Data shown –
········
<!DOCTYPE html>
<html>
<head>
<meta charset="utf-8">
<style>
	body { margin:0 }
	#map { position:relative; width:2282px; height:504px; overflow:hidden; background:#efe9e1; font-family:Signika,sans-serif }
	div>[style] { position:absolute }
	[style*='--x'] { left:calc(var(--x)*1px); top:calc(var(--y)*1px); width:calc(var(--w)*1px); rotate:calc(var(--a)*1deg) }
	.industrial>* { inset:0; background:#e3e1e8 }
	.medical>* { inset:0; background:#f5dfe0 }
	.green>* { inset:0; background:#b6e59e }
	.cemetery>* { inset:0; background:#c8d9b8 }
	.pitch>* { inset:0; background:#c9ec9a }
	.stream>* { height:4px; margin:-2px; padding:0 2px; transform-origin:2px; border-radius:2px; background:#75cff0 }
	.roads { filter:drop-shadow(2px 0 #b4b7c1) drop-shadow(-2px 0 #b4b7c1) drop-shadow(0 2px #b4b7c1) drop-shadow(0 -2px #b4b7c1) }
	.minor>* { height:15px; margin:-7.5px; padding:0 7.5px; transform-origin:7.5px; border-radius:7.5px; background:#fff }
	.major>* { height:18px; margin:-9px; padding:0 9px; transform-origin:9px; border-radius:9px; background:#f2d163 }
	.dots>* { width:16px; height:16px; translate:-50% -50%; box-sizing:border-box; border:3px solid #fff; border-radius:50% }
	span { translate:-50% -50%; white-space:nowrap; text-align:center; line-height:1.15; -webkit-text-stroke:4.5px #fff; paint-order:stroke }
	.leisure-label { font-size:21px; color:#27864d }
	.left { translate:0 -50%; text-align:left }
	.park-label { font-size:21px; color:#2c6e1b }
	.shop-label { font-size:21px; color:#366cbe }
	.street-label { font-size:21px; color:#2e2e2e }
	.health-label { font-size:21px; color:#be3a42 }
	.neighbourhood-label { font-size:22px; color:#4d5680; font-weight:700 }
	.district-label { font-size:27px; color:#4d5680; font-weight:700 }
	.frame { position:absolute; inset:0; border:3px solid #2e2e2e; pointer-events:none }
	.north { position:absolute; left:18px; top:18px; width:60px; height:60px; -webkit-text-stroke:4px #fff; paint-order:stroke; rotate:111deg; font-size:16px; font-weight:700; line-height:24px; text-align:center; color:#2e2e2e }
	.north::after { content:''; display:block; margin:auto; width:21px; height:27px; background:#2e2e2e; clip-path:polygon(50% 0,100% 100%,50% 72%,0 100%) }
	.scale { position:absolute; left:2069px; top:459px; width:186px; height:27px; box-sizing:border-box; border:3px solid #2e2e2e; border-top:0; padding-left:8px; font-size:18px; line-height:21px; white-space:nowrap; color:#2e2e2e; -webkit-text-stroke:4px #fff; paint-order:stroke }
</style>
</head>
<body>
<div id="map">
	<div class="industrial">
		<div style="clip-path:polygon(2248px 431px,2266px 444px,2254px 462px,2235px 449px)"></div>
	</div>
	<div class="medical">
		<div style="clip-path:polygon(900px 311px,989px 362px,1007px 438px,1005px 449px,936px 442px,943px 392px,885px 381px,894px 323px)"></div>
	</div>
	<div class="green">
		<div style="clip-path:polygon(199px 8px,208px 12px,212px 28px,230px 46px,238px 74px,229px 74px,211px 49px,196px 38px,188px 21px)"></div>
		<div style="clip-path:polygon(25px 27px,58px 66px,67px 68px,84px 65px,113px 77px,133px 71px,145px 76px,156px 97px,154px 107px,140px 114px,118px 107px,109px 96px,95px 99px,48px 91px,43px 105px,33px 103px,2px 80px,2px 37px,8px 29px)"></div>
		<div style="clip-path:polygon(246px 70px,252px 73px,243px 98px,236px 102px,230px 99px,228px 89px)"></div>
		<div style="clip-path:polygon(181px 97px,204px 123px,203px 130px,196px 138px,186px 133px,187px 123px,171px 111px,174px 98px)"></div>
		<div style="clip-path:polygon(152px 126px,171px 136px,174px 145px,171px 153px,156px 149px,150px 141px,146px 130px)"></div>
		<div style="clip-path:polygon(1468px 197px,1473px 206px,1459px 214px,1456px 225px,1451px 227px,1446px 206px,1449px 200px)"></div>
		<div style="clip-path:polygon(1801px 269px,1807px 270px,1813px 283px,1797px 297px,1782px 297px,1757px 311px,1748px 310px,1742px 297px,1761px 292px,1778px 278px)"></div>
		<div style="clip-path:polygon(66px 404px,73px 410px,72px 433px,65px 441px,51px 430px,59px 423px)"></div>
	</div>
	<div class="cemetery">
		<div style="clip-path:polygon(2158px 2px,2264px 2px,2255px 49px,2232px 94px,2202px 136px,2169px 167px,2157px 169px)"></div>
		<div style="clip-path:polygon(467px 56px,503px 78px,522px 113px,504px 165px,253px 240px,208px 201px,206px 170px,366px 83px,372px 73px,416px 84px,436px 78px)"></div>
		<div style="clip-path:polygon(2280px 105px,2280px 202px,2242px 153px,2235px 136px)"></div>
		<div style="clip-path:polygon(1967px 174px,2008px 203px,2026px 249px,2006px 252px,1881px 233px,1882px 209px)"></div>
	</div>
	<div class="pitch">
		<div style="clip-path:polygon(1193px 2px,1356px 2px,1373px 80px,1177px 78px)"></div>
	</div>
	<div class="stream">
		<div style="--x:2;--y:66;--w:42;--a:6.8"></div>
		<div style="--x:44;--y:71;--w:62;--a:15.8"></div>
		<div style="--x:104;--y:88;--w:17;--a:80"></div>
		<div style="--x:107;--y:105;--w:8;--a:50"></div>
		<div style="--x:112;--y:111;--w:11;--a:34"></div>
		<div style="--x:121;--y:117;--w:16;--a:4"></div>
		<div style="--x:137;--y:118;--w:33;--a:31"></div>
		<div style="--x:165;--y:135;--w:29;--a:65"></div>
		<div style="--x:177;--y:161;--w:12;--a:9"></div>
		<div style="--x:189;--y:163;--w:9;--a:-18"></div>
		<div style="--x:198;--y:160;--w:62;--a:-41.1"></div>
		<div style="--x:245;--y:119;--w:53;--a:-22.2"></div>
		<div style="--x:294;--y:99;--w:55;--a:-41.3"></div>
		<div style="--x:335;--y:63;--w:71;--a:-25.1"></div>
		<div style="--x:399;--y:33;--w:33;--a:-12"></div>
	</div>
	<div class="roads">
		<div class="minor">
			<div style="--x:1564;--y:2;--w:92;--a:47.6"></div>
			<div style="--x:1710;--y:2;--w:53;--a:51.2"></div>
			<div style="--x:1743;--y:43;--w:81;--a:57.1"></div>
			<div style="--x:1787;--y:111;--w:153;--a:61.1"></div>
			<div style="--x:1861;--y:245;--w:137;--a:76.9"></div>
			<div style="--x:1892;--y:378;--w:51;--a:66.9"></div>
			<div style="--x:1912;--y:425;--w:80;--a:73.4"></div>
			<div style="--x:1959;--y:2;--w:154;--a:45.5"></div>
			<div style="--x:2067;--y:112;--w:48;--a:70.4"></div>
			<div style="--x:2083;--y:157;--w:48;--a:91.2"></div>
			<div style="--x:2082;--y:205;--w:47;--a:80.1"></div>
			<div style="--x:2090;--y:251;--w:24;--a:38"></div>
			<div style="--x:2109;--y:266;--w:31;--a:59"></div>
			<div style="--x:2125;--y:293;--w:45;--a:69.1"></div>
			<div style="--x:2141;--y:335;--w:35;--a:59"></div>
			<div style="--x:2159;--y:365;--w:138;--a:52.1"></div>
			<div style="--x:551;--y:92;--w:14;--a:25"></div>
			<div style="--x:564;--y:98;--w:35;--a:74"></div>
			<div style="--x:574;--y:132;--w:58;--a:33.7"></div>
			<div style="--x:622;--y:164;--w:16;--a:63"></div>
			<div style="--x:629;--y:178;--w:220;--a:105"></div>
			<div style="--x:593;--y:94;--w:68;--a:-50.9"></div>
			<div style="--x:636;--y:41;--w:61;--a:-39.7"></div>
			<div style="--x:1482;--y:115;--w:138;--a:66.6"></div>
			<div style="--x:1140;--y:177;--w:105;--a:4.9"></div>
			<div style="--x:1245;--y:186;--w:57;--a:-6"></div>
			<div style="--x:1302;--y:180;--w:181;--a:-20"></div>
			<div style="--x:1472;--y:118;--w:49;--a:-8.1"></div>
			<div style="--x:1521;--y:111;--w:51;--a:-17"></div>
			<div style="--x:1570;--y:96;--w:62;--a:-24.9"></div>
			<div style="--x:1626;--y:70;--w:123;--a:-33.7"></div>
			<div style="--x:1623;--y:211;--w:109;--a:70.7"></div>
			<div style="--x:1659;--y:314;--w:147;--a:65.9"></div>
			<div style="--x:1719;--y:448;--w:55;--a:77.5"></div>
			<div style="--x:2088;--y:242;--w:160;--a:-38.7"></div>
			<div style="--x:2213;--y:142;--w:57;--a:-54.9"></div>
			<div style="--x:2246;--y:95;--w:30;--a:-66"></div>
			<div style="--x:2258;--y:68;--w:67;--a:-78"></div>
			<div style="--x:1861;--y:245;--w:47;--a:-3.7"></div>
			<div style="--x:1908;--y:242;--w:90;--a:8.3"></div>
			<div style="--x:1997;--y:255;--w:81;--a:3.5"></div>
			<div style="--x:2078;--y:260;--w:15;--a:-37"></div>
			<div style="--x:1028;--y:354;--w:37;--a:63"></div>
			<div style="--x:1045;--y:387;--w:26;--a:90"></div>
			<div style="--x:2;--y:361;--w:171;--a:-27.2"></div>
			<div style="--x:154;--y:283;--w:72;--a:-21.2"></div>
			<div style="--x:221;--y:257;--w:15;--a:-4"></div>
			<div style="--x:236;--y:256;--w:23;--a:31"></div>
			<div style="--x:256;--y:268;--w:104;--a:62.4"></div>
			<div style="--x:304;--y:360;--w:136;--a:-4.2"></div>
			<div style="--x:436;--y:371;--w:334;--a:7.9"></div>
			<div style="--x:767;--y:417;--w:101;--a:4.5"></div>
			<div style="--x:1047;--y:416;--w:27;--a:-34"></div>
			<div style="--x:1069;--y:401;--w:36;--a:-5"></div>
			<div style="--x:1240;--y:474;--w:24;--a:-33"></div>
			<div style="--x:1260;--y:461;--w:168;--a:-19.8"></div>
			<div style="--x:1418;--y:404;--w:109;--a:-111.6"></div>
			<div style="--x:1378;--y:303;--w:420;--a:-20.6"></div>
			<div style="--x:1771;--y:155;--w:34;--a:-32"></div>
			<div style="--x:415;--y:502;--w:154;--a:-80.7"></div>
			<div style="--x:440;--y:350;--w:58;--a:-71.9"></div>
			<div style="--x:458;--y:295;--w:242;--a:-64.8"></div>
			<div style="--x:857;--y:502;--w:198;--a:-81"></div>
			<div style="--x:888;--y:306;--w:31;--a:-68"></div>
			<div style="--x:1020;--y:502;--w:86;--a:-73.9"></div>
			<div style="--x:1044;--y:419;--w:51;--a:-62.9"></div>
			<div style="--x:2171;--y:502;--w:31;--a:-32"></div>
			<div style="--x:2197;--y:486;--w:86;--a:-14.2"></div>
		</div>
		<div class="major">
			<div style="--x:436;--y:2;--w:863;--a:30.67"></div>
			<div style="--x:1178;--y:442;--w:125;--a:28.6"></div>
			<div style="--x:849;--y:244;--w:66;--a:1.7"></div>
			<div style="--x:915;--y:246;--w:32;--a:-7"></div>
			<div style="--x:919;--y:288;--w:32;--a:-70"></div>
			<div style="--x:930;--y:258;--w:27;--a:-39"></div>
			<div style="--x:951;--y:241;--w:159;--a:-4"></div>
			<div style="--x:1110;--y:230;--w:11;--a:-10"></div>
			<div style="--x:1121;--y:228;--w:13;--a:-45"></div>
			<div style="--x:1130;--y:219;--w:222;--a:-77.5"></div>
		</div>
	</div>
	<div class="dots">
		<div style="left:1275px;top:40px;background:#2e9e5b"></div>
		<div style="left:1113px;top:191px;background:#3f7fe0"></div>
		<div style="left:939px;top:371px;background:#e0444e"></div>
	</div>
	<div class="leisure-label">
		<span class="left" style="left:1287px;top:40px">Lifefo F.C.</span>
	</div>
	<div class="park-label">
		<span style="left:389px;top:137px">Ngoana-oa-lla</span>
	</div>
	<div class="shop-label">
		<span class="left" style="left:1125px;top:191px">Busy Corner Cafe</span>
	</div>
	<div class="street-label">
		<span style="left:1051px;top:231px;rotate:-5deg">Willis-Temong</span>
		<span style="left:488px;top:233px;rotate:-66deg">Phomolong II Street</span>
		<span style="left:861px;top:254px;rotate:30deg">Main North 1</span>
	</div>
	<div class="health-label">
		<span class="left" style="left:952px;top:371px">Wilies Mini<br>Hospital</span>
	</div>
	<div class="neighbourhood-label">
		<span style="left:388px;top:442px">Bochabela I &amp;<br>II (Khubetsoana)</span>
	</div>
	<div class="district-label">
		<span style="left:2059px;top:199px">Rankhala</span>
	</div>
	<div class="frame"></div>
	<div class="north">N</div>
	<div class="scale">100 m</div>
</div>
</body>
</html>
········
Activity –
Search the entries above for the string "align". Copy each line in which it appears.

Your solution –
	span { translate:-50% -50%; white-space:nowrap; text-align:center; line-height:1.15; -webkit-text-stroke:4.5px #fff; paint-order:stroke }
	.left { translate:0 -50%; text-align:left }
	.north { position:absolute; left:18px; top:18px; width:60px; height:60px; -webkit-text-stroke:4px #fff; paint-order:stroke; rotate:111deg; font-size:16px; font-weight:700; line-height:24px; text-align:center; color:#2e2e2e }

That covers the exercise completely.